Tim Urban, one of my favourite bloggers, wrote a two-part article about The AI Revolution which I cannot recommend highly enough. He starts by explaining what it feels like to stand at the cliff of an exponential growth curve, looking forwards. This image stuck with me ever since I first read his post, and I’m going to steal the example for your benefit as well (I hope you don’t mind, Tim).

dude standing on an exponential curve, looking forward

Just looking at this first illustration without seeing the future, you wouldn’t be able to tell that you’d run out of vertical space before reaching the end of the graph. The second illustration has the exact same slope, but is extrapolated just a little further on the x-axis. It’s easy to say after the fact “yep, that was exponential growth”, but looking forward into the unknown, we often can’t distinguish it from linear change, or in the early case from the steady state, no change at all.

dude standing on an exponential curve, looking backward

As someone with a PhD in Machine Learning, the recent advances in the field scare me profoundly. We can downplay the progress all we want. First it was chess that was touted the holy grail of human intelligence, and AI came for it. Then, a computer unexpectedly, and 10 years early, beat us at Go. While AlphaGo did receive some press coverage and the respect of the ML community, the general population kind of brushed it off as an interesting outlier in our predictions of where AI would be at the time. Now we have humanoid robots doing gymnastics or Parkour and algorithms that write music, poems, or whatever you want.
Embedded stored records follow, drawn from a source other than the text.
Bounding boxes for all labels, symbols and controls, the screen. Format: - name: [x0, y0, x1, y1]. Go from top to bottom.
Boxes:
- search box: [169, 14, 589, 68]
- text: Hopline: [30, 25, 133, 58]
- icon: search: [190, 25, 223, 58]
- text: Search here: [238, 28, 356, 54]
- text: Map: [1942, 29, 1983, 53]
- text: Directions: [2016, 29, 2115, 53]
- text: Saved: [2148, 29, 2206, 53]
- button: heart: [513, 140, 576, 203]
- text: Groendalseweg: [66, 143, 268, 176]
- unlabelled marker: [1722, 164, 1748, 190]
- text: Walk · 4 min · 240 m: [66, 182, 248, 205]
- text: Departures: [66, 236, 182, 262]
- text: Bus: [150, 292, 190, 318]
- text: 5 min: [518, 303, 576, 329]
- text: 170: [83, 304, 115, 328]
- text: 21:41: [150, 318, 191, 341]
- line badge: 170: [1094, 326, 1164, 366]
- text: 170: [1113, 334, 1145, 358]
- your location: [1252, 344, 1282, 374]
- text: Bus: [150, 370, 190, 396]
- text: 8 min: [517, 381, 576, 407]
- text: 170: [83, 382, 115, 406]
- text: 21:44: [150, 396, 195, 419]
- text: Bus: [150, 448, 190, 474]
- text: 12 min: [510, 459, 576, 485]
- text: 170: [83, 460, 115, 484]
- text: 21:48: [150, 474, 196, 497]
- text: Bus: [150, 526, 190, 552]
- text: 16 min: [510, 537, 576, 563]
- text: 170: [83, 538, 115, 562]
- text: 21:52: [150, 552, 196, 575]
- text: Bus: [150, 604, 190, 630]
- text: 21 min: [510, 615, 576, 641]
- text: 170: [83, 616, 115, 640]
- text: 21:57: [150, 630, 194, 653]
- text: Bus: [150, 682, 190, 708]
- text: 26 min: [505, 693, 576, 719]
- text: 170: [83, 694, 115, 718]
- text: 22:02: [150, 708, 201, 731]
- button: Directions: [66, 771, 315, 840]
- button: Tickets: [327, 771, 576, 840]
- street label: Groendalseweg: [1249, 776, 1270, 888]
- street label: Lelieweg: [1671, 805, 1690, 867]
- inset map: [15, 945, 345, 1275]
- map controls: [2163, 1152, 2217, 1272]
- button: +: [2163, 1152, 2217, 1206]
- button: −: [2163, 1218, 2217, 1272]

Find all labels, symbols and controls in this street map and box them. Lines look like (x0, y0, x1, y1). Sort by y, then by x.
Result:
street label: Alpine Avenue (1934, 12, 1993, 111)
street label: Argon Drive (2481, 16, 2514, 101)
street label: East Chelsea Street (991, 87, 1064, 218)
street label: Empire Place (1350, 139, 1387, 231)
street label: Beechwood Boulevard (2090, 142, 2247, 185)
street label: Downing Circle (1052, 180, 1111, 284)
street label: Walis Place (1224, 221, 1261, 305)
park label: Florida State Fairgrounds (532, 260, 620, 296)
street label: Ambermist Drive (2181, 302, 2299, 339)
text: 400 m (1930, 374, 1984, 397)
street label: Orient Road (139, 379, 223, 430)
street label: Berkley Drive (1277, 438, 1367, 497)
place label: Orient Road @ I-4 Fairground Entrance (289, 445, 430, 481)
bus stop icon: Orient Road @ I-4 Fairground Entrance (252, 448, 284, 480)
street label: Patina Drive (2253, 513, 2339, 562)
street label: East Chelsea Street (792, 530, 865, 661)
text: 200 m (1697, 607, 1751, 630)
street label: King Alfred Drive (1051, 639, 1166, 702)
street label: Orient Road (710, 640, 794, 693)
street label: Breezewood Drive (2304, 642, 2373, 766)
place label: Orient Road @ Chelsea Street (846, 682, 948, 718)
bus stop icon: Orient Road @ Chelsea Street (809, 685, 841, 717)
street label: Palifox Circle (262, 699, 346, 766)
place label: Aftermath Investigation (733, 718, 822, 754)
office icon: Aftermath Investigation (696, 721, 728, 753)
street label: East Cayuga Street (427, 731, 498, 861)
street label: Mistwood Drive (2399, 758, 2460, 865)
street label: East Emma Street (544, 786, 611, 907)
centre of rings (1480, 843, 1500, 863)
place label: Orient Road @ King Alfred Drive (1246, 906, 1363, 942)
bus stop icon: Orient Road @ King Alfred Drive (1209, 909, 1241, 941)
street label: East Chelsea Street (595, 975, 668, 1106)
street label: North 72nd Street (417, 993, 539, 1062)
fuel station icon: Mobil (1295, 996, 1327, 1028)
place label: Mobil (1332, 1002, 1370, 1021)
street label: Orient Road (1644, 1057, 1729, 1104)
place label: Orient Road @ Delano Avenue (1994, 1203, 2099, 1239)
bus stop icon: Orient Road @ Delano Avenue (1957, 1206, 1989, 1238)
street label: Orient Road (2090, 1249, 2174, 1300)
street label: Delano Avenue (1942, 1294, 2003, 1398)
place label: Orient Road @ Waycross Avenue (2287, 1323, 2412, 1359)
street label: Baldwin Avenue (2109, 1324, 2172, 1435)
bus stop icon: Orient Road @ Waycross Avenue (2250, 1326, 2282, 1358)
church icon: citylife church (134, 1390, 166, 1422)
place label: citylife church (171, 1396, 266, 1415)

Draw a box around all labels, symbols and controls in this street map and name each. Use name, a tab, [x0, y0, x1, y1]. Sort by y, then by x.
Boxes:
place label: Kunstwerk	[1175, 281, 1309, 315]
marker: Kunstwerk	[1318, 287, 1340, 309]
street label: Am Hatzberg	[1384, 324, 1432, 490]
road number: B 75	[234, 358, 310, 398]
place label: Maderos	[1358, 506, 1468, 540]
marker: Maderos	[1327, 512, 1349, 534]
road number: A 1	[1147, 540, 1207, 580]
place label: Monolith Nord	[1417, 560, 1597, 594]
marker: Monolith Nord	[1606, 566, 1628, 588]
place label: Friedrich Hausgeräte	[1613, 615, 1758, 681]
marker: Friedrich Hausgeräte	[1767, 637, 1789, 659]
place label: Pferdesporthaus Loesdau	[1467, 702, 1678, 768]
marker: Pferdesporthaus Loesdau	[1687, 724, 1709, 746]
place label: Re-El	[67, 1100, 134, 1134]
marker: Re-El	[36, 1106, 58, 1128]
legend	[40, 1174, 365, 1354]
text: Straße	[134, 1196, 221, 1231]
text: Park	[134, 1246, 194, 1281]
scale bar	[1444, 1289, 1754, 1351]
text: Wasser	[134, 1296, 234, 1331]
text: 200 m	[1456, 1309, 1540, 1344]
Many researchers in the field of Machine Learning will remind us that this is narrow AI we’re talking about, one that is good at any one task, but terrible at generalising to other tasks. And they are right. We are still not close to AGI, or Artificial General Intelligence, that can learn anything, and transfer its knowledge to other tasks, like humans can. But Deep Learning, a new strategy of learning algorithms to train deep neural networks, finally seems to get us close to human brain performance. Coincidentally, computing power is estimated to reach the level of human brains in this decade as well. Already, we can generate deep-fake images, sounds and videos that a human can no longer distinguish from reality. Head over to thispersondoesnotexist.com and see for yourself if you recognise anyone (spoiler: you won’t, these images are all computer-generated faces of non-existing people).

If all this is possible today, a mere 82 years after the creation of the first programmable computer Z1 by German Konrad Zuse, and with progress advancing exponentially, where does this leave us in 30 years from now? Or in just 10?

We are all sick and tired of exponential graphs and calls to Flatten the Curve, but it’s the same problem. An exponential force (the virus) hits a constant response (the capacity of a healthcare system). Healthcare systems were never built to deal with that kind of flood of patients. And neither is our legal system ready for the AI tidal wave that’s closing in on us.

We can already see the first symptoms. Tech Giants like Google and Facebook collect every bit of data of their users and run it through ML algorithms, selling highly targeted advertising to the highest bidders, and making billions of dollars every year in the process. In 2015, Facebook has publicly admitted to experimenting on 700,000 unknowing users, and found that they can affect people’s mood by manipulating the content of their feeds. This was half a decade ago, an eternity on the exponential scale. Where are the laws that protect us from those kinds of experiments in the future? That prevent companies from selling our emotional state to advertisers and political parties? Where are the laws that protect us from AI-generated, highly addictive flavours in our drinks, from phones reading our thoughts or analysing our DNA to identify every weakness to be exploited for advertising?

It is no coincidence that the big tech companies all invest heavily in Machine Learning. As Vladimir Putin put it in 2017: “Whoever will lead AI will rule the world.” I believe that he is absolutely right, and that we are already on a downwards spiral towards a winner-takes-all end game: The AI Singularity.